Description of the task
Print the line that contains "for (const [x, y, r, color]" and every line after it through the last line of the records below, exactly as written and nothing else.

Saved entries:
BEGIN

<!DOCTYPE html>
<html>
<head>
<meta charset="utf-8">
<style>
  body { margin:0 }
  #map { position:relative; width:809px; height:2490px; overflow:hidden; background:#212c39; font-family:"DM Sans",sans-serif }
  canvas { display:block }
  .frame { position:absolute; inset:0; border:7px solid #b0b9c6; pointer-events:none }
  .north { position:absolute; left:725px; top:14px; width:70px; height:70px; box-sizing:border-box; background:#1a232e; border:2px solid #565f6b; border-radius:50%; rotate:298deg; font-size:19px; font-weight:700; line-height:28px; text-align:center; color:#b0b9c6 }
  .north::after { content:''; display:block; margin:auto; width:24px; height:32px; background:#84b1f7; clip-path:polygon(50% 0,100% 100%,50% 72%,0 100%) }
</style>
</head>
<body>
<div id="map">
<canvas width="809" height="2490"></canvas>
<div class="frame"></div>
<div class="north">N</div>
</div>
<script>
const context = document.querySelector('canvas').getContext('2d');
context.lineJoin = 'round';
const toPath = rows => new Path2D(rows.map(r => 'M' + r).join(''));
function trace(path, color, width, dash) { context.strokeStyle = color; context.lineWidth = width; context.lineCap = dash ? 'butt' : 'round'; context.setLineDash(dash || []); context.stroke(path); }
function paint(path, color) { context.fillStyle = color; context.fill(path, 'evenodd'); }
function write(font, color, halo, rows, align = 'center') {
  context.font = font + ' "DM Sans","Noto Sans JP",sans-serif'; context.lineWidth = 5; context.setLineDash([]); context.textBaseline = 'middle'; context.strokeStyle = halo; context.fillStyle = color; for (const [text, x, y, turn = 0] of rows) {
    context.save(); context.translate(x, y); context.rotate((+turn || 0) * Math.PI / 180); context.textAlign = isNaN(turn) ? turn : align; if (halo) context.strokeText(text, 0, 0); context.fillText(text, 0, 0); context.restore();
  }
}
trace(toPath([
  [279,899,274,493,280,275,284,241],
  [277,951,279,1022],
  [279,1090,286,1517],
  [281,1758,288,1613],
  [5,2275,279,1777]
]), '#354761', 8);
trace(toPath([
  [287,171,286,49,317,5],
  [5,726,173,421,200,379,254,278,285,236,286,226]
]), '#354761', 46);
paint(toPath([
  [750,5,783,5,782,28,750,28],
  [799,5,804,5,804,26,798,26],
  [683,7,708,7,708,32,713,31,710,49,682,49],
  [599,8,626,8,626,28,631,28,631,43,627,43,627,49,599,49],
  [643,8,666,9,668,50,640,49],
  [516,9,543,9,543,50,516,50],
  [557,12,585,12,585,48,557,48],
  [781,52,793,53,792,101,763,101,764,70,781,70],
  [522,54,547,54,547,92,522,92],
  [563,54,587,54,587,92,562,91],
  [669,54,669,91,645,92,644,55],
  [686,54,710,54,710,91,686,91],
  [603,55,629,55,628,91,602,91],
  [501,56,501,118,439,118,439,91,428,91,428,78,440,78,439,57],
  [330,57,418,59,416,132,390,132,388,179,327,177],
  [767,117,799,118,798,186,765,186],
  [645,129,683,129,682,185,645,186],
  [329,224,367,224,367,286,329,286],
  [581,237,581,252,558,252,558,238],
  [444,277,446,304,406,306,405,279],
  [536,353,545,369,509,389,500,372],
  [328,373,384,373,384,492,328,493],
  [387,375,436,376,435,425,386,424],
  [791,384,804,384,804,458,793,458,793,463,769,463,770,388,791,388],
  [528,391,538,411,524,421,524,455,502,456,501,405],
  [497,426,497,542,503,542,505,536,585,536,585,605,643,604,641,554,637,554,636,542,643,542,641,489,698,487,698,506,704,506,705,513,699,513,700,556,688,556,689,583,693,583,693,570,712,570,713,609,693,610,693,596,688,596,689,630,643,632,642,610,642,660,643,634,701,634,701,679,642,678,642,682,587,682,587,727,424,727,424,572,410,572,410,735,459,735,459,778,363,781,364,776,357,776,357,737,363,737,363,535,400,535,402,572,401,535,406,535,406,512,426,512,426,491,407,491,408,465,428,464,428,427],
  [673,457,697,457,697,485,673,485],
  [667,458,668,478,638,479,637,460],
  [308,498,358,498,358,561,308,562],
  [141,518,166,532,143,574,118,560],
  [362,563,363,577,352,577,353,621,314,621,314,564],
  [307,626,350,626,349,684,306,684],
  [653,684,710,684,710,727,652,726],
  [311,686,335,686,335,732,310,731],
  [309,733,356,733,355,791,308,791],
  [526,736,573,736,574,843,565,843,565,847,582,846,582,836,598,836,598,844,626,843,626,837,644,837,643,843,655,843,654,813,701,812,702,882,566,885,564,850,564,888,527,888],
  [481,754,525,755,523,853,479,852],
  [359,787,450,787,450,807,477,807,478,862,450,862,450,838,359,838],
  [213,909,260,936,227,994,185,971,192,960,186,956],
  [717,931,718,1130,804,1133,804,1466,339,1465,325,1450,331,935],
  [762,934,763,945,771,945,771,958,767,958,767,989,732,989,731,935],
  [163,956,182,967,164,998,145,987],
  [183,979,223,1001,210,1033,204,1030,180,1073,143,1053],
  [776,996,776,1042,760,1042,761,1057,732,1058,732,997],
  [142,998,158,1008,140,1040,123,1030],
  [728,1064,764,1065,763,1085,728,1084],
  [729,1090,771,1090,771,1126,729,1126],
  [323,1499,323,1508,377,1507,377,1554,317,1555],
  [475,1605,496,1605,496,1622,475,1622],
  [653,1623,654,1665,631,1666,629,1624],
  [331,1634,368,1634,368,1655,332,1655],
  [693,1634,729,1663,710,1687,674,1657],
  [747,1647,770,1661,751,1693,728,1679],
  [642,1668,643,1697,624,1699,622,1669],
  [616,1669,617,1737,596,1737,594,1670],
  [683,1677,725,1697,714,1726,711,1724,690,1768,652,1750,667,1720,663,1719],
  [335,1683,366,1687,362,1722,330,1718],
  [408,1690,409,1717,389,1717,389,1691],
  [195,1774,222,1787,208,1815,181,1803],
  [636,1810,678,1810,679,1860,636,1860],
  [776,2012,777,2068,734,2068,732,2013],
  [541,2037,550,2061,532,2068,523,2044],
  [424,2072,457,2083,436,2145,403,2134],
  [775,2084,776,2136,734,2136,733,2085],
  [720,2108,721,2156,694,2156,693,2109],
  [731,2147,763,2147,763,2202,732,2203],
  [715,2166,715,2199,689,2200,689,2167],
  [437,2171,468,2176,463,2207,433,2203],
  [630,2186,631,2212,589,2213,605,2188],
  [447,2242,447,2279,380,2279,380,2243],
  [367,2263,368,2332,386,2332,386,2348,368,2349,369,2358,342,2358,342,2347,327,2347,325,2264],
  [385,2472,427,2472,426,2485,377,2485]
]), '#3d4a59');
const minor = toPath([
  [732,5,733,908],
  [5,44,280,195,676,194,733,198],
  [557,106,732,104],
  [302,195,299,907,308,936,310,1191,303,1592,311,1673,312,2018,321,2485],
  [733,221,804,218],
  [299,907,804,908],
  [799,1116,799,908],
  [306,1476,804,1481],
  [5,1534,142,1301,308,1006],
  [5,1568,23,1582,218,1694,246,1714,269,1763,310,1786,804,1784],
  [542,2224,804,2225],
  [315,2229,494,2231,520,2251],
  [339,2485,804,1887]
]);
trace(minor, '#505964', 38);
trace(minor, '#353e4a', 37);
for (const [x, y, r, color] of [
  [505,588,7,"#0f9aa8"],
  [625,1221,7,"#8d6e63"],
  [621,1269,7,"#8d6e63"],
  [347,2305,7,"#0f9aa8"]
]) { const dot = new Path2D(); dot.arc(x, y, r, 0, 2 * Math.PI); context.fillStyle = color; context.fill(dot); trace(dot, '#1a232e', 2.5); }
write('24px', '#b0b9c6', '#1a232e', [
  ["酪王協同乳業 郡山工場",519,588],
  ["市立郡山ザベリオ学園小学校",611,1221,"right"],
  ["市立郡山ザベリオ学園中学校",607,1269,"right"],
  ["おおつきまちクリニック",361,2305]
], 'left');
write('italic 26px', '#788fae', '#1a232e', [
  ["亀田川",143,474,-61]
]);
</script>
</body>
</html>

END

Answer box
for (const [x, y, r, color] of [
  [505,588,7,"#0f9aa8"],
  [625,1221,7,"#8d6e63"],
  [621,1269,7,"#8d6e63"],
  [347,2305,7,"#0f9aa8"]
]) { const dot = new Path2D(); dot.arc(x, y, r, 0, 2 * Math.PI); context.fillStyle = color; context.fill(dot); trace(dot, '#1a232e', 2.5); }
write('24px', '#b0b9c6', '#1a232e', [
  ["酪王協同乳業 郡山工場",519,588],
  ["市立郡山ザベリオ学園小学校",611,1221,"right"],
  ["市立郡山ザベリオ学園中学校",607,1269,"right"],
  ["おおつきまちクリニック",361,2305]
], 'left');
write('italic 26px', '#788fae', '#1a232e', [
  ["亀田川",143,474,-61]
]);
</script>
</body>
</html>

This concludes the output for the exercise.